No athlete works harder than jockeys and few athletes are less knowledgeable. According to a study, which ranked sports based on the number of deaths per 1,000 participants, thoroughbred horse racing is the most dangerous athletic activity, surpassing skydiving, hang gliding, mountaineering, scuba diving, college football and boxing, among others. In an average year, the Jockeys’ Guild receives 2,500 injury notifications, and a typical jockey will be sidelined with injuries at least three times.
It’s not just luck that keeps a great jockey in the saddle of a 1400 pound Thoroughbred horse while racing at speeds of up to 55 MPH. These highly coordinated men and women must remain upright in the chair, striking an exquisitely difficult balance to avoid falling forward or backward in the chair (which could easily prove fatal). While making this tremendous effort, they must simultaneously keep a cool head, make strategic calculations “and read” the horse’s mood, processing enormous amounts of microsecond-by-microsecond information. They must practice consummate athleticism, combining strength, coordination and calculation at the same time.

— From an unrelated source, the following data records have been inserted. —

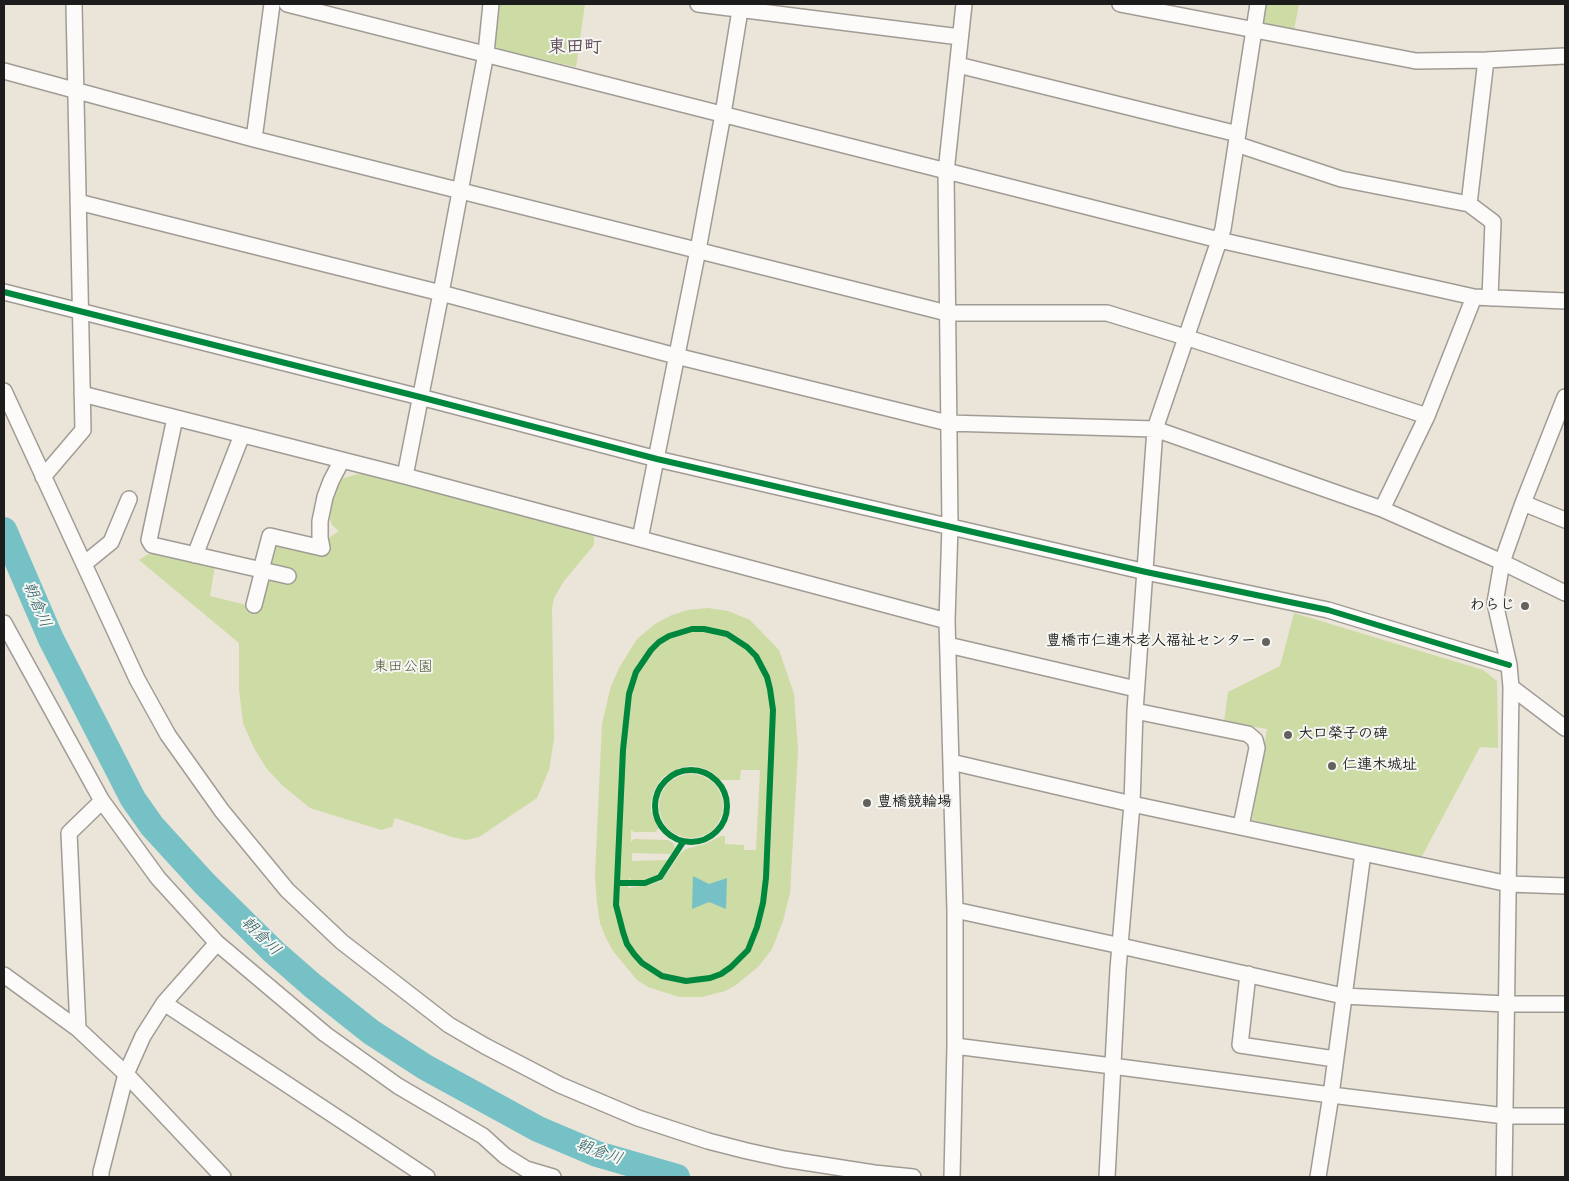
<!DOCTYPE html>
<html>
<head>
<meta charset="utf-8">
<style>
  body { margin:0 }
  #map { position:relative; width:1569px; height:1181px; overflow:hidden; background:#ebe4d8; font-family:"Architects Daughter",sans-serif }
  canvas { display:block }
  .frame { position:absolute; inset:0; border:5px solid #1c1c1c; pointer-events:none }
</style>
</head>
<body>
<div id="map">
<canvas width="1569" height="1181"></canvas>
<div class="frame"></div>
</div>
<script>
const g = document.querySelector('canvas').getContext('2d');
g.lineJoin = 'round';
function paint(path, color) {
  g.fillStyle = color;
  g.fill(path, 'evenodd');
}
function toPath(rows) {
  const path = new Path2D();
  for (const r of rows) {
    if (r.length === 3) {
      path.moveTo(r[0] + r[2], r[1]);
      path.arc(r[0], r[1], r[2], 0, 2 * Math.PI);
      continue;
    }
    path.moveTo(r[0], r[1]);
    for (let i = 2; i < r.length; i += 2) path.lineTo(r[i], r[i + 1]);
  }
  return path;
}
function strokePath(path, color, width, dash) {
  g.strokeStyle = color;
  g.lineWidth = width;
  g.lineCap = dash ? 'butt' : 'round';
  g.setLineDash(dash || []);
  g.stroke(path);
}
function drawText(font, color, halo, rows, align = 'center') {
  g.font = font + ' "Architects Daughter","Klee One",sans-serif';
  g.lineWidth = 4;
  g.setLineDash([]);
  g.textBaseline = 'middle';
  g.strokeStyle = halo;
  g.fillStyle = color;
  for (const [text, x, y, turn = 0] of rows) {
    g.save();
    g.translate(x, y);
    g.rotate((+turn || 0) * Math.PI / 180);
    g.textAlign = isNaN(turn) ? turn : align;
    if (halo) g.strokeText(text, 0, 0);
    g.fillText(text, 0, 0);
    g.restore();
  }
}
const green = toPath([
  [499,4,585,4,576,67,502,50,494,46],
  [1264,4,1299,4,1294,30,1261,24],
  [362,473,592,533,594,538,594,545,564,581,554,598,552,608,554,739,549,770,537,798,479,837,466,840,452,837,395,818,392,827,381,830,310,808,282,785,267,769,254,748,243,723,239,689,239,643,139,560,153,551,215,565,210,596,258,608,269,564,272,543,309,551,339,531,332,525,328,514,335,485,344,478],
  [708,608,728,611,750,620,779,650,794,694,798,750,790,893,783,921,772,949,759,966,736,985,725,991,702,997,679,997,648,987,637,980,613,951,605,936,600,923,597,903,595,875,602,724,611,686,619,668,637,639,655,624,672,615,688,610],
  [690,766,699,767,709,770,720,780,740,780,741,770,760,770,756,850,744,850,744,845,725,844,725,836,721,836,705,844,686,849,679,855,668,872,660,881,649,885,632,887,628,889,629,877,631,880,638,881,650,879,659,873,669,860,632,861,632,853,671,854,675,848,673,843,668,840,634,839,631,842,631,830,634,832,656,832,658,828,651,812,651,803,653,793,657,785,663,777,671,772,680,768],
  [1294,613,1483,670,1497,681,1498,748,1480,747,1421,858,1252,820,1267,729,1224,722,1228,692,1280,666],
  [691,806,32]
]);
const water = toPath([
  [693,876,709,884,727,878,726,909,709,902,692,909]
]);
const river = toPath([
  [4,530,51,639,133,799,152,826,205,884,274,952,313,986,371,1032,425,1067,538,1129,597,1154,677,1177]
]);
const minor = toPath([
  [287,4,1219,240,1474,297,1565,301],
  [698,4,960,37],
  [1120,4,1416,61,1486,60,1565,56],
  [958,65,1238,134],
  [4,71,254,139,947,313,1107,313,1185,337,1427,416],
  [254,139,272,4],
  [1236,144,1341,179,1469,204,1493,222,1490,298],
  [78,202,441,293,676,356,948,423,1155,429,1382,509,1502,562,1565,593],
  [1469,204,1486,60],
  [4,292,420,397,657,459,1146,572,1328,610,1509,665],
  [4,391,137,679,168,735,222,811,287,890,342,942,449,1025,485,1046,560,1085,638,1118,708,1141,747,1151,784,1159,874,1173,913,1177],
  [82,394,405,476,947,621],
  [175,418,149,540,152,545,288,576],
  [405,476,441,293,486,53,491,4],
  [43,477,83,430,74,4],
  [1523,503,1565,520],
  [1382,509,1427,416,1474,297],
  [640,539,698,250,723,114,741,4],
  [195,555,242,435],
  [84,564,111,542,129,499],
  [261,570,270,536,322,548,320,538,320,521,325,497,331,481,342,460],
  [254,605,263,570],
  [4,623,102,801,158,878,217,943,325,1034,398,1086,483,1136,505,1156,526,1169,553,1177],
  [948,645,1136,689],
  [1511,687,1565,728],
  [1135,711,1248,734,1255,740,1257,748,1241,826],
  [951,762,1132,804,1509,884,1565,886],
  [955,910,1121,946,1343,996,1506,1004,1565,1004],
  [1248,974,1240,1045,1335,1059],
  [4,975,78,1029,126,1074,223,1177],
  [164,1003,427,1177],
  [78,1029,69,833,102,801],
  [955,1046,1112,1066,1331,1095,1505,1116,1565,1116],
  [101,1177,101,1172,126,1074,143,1036,164,1003,217,943],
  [952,1177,955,1046,955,910,947,621,950,526,946,172,964,4],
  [1107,1177,1118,969,1132,804,1135,711,1155,429,1223,229,1258,4],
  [1318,1177,1331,1095,1363,853],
  [1504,1177,1511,687,1509,665,1495,603,1502,562,1523,503,1565,397]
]);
const cycleway = toPath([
  [4,292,420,397,657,459,1146,572,1328,610,1509,665],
  [692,629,704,629,727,634,747,647,756,656,767,677,770,689,773,710,766,878,763,903,757,927,748,950,731,967,721,974,710,978,686,981,662,976,642,963,634,954,627,944,623,932,616,905,623,750,629,694,636,672,651,650,659,642,669,636,692,629],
  [691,806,36],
  [618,883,645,883,660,877,683,842]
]);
const markers = [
  [1525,606,5,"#64625e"],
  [1266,642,5,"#64625e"],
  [1288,735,5,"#64625e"],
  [1332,766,5,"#64625e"],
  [867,803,5,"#64625e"]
];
const poiNames = [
  ["わらじ",1515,606,"right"],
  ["豊橋市仁連木老人福祉センター",1256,642,"right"],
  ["大口榮子の碑",1298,735],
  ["仁連木城址",1342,766],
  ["豊橋競輪場",877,803]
];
const parkNames = [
  ["東田公園",403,668]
];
const waterNames = [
  ["朝倉川",36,605,67],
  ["朝倉川",260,937,44],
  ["朝倉川",599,1153,19]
];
const quarterNames = [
  ["東田町",575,48]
];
paint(green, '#cddba4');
paint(water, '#76c1c6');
strokePath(river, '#76c1c6', 26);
strokePath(minor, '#a09c95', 18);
strokePath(minor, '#fcfbf9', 15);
strokePath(cycleway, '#00873e', 6);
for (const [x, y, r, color] of markers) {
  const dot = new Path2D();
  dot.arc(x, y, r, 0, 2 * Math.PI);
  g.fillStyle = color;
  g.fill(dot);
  strokePath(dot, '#f6f6f2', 2);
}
drawText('bold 15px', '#1c1c1c', '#f6f6f2', poiNames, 'left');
drawText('15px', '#525c3d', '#f6f6f2', parkNames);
drawText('italic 16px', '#2e6065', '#f6f6f2', waterNames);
drawText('bold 18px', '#604d5a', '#f6f6f2', quarterNames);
</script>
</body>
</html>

And then there’s the whole weight thing.
Like wrestlers, jockeys’ lives are governed by a scale. If you don’t make weight, you can’t compete, and the weights jockeys must maintain are almost unimaginably low for most average-sized adults. Horses are assigned to carry riders in different graduated weight classes, called “imposts,” and in the 1920s the imposts ranged from 83 to 130 pounds. Jockeys during this period, “the heroic, tough-as-nails era of American horse racing”, were known to live on 600-calorie-a-day diets, depriving themselves so much of water that they had to lie in vats. of ice cubes to prevent overheating and return to work minutes after suffering near-fatal injuries. Some of them ran for hours in the scorching sun under layers of clothing, hoping to lose that last crucial ounce.
And those were the less extreme expedients that the jockeys of the thirties resorted to. As Laura Hillenbrand recounts in Seabiscuit, her fascinating 2001 account of the great late-1930s racehorse by that name, jockeys were known to use homemade diuretics in prodigious amounts, purging what little they ate with Epsom salts, water and other potent concoctions that occasionally exploded bottles of them. Bulimia was common. So were pneumonia and tuberculosis, caused, some historians believe, by weakness due to the traumatic effects of malnutrition. Most terrifying of all, some riders willingly swallowed tapeworms. After the intestinal parasite had helped them ‘shrink’, they went on a hospital visit and lost the worm ‘until it was time to ‘shrink’ again.
Today’s jockeys still need to be on the lookout for anorexia and bulimia, frequent occupational hazards in this sport as well as in many others with weight requirements (dance, gymnastics, running, wrestling). Most apprentice jockeys can’t afford to go over 105 pounds, and very experienced Thoroughbred horse racers should keep it around 113, hard to believe. (Naturally, tall people are rarely allowed to participate in thoroughbred horse racing.) travel schedules’ up to twelve races a day, for some. Above all else, jockeys must love their horses, displaying the same insight and sympathy for them that great trainers are known for. That skill alone can allow them to make the split-second judgment calls that win races. And only that love could make the pain, the deprivation, the hard work, and the sacrifice worth it.
Watching thoroughbred horse races, on the other hand, can be as exciting and enjoyable as practicing it can be exhausting. Whether you’re a fan of horse racing betting or just love the thrill of live horse racing, the sport is as full of drama and passion as any. Tip services can help you maximize your enjoyment of Thoroughbred horse racing by clarifying the details and letting you know who the favorites are.